INPUT DATA:

───

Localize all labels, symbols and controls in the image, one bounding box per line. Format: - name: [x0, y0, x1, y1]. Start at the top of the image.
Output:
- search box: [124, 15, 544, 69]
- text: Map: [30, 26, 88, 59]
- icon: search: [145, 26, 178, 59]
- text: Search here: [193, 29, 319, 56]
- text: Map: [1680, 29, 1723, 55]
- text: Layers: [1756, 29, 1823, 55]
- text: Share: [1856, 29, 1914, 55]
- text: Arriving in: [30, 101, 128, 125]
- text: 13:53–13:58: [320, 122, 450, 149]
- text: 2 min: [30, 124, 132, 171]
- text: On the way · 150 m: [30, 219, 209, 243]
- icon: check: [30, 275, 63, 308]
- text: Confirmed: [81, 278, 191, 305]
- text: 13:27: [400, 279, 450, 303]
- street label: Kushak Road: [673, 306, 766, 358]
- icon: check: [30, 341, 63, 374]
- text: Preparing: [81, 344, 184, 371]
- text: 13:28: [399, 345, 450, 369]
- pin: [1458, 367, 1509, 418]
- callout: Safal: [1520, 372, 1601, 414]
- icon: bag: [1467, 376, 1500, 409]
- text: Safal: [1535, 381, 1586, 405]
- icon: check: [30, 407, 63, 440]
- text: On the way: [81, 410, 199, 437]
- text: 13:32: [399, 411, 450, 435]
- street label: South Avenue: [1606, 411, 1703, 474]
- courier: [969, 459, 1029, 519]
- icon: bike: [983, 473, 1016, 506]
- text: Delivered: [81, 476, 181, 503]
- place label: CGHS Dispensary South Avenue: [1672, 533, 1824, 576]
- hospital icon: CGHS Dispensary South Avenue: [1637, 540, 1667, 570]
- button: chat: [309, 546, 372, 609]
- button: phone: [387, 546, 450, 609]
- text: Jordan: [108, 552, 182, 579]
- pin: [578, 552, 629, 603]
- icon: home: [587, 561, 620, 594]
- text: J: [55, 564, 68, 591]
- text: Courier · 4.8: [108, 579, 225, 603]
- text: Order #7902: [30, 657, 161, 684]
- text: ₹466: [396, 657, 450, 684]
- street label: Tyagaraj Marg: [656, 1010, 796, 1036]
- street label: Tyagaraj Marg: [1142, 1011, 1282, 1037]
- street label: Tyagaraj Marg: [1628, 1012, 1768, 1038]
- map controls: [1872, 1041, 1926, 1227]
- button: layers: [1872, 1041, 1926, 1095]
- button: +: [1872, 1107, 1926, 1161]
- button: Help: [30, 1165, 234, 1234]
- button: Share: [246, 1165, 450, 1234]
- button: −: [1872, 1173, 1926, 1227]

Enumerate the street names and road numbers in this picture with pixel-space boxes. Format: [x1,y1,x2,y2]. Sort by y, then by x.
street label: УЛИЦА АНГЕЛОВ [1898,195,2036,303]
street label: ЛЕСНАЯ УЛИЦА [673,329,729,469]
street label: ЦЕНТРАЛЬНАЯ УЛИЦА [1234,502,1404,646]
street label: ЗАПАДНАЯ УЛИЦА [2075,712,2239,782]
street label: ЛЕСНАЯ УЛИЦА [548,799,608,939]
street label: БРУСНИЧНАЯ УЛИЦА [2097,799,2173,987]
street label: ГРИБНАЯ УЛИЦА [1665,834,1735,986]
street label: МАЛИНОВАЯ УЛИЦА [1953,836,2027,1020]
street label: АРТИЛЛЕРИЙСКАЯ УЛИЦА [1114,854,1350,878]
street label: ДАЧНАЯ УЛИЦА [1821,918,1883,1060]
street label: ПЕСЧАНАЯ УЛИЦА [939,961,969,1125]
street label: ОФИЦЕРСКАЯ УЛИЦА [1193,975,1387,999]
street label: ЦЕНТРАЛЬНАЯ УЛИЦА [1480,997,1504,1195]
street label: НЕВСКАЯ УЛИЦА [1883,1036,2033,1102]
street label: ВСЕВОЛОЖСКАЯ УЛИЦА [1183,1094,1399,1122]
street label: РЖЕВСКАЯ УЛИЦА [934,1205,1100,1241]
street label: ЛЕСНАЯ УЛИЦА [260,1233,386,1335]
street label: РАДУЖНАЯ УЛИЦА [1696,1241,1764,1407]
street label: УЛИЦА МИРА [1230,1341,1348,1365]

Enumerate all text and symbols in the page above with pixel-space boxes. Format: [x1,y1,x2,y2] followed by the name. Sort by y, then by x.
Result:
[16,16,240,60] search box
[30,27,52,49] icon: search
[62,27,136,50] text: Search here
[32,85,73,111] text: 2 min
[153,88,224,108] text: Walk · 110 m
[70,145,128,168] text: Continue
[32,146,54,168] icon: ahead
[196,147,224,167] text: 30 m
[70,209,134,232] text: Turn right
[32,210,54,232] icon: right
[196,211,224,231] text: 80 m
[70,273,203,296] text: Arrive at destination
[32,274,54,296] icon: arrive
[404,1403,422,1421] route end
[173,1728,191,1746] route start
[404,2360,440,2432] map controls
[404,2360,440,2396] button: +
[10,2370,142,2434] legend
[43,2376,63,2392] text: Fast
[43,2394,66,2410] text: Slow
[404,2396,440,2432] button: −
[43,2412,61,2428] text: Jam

───

Retype the records above in full, with no differences.

EXPECTED ANSWER:
Localize all labels, symbols and controls in the image, one bounding box per line. Format: - name: [x0, y0, x1, y1]. Start at the top of the image.
Output:
- search box: [124, 15, 544, 69]
- text: Map: [30, 26, 88, 59]
- icon: search: [145, 26, 178, 59]
- text: Search here: [193, 29, 319, 56]
- text: Map: [1680, 29, 1723, 55]
- text: Layers: [1756, 29, 1823, 55]
- text: Share: [1856, 29, 1914, 55]
- text: Arriving in: [30, 101, 128, 125]
- text: 13:53–13:58: [320, 122, 450, 149]
- text: 2 min: [30, 124, 132, 171]
- text: On the way · 150 m: [30, 219, 209, 243]
- icon: check: [30, 275, 63, 308]
- text: Confirmed: [81, 278, 191, 305]
- text: 13:27: [400, 279, 450, 303]
- street label: Kushak Road: [673, 306, 766, 358]
- icon: check: [30, 341, 63, 374]
- text: Preparing: [81, 344, 184, 371]
- text: 13:28: [399, 345, 450, 369]
- pin: [1458, 367, 1509, 418]
- callout: Safal: [1520, 372, 1601, 414]
- icon: bag: [1467, 376, 1500, 409]
- text: Safal: [1535, 381, 1586, 405]
- icon: check: [30, 407, 63, 440]
- text: On the way: [81, 410, 199, 437]
- text: 13:32: [399, 411, 450, 435]
- street label: South Avenue: [1606, 411, 1703, 474]
- courier: [969, 459, 1029, 519]
- icon: bike: [983, 473, 1016, 506]
- text: Delivered: [81, 476, 181, 503]
- place label: CGHS Dispensary South Avenue: [1672, 533, 1824, 576]
- hospital icon: CGHS Dispensary South Avenue: [1637, 540, 1667, 570]
- button: chat: [309, 546, 372, 609]
- button: phone: [387, 546, 450, 609]
- text: Jordan: [108, 552, 182, 579]
- pin: [578, 552, 629, 603]
- icon: home: [587, 561, 620, 594]
- text: J: [55, 564, 68, 591]
- text: Courier · 4.8: [108, 579, 225, 603]
- text: Order #7902: [30, 657, 161, 684]
- text: ₹466: [396, 657, 450, 684]
- street label: Tyagaraj Marg: [656, 1010, 796, 1036]
- street label: Tyagaraj Marg: [1142, 1011, 1282, 1037]
- street label: Tyagaraj Marg: [1628, 1012, 1768, 1038]
- map controls: [1872, 1041, 1926, 1227]
- button: layers: [1872, 1041, 1926, 1095]
- button: +: [1872, 1107, 1926, 1161]
- button: Help: [30, 1165, 234, 1234]
- button: Share: [246, 1165, 450, 1234]
- button: −: [1872, 1173, 1926, 1227]

Enumerate the street names and road numbers in this picture with pixel-space boxes. Format: [x1,y1,x2,y2]. Sort by y, then by x.
street label: УЛИЦА АНГЕЛОВ [1898,195,2036,303]
street label: ЛЕСНАЯ УЛИЦА [673,329,729,469]
street label: ЦЕНТРАЛЬНАЯ УЛИЦА [1234,502,1404,646]
street label: ЗАПАДНАЯ УЛИЦА [2075,712,2239,782]
street label: ЛЕСНАЯ УЛИЦА [548,799,608,939]
street label: БРУСНИЧНАЯ УЛИЦА [2097,799,2173,987]
street label: ГРИБНАЯ УЛИЦА [1665,834,1735,986]
street label: МАЛИНОВАЯ УЛИЦА [1953,836,2027,1020]
street label: АРТИЛЛЕРИЙСКАЯ УЛИЦА [1114,854,1350,878]
street label: ДАЧНАЯ УЛИЦА [1821,918,1883,1060]
street label: ПЕСЧАНАЯ УЛИЦА [939,961,969,1125]
street label: ОФИЦЕРСКАЯ УЛИЦА [1193,975,1387,999]
street label: ЦЕНТРАЛЬНАЯ УЛИЦА [1480,997,1504,1195]
street label: НЕВСКАЯ УЛИЦА [1883,1036,2033,1102]
street label: ВСЕВОЛОЖСКАЯ УЛИЦА [1183,1094,1399,1122]
street label: РЖЕВСКАЯ УЛИЦА [934,1205,1100,1241]
street label: ЛЕСНАЯ УЛИЦА [260,1233,386,1335]
street label: РАДУЖНАЯ УЛИЦА [1696,1241,1764,1407]
street label: УЛИЦА МИРА [1230,1341,1348,1365]

Enumerate all text and symbols in the page above with pixel-space boxes. Format: [x1,y1,x2,y2] followed by the name. Sort by y, then by x.
Result:
[16,16,240,60] search box
[30,27,52,49] icon: search
[62,27,136,50] text: Search here
[32,85,73,111] text: 2 min
[153,88,224,108] text: Walk · 110 m
[70,145,128,168] text: Continue
[32,146,54,168] icon: ahead
[196,147,224,167] text: 30 m
[70,209,134,232] text: Turn right
[32,210,54,232] icon: right
[196,211,224,231] text: 80 m
[70,273,203,296] text: Arrive at destination
[32,274,54,296] icon: arrive
[404,1403,422,1421] route end
[173,1728,191,1746] route start
[404,2360,440,2432] map controls
[404,2360,440,2396] button: +
[10,2370,142,2434] legend
[43,2376,63,2392] text: Fast
[43,2394,66,2410] text: Slow
[404,2396,440,2432] button: −
[43,2412,61,2428] text: Jam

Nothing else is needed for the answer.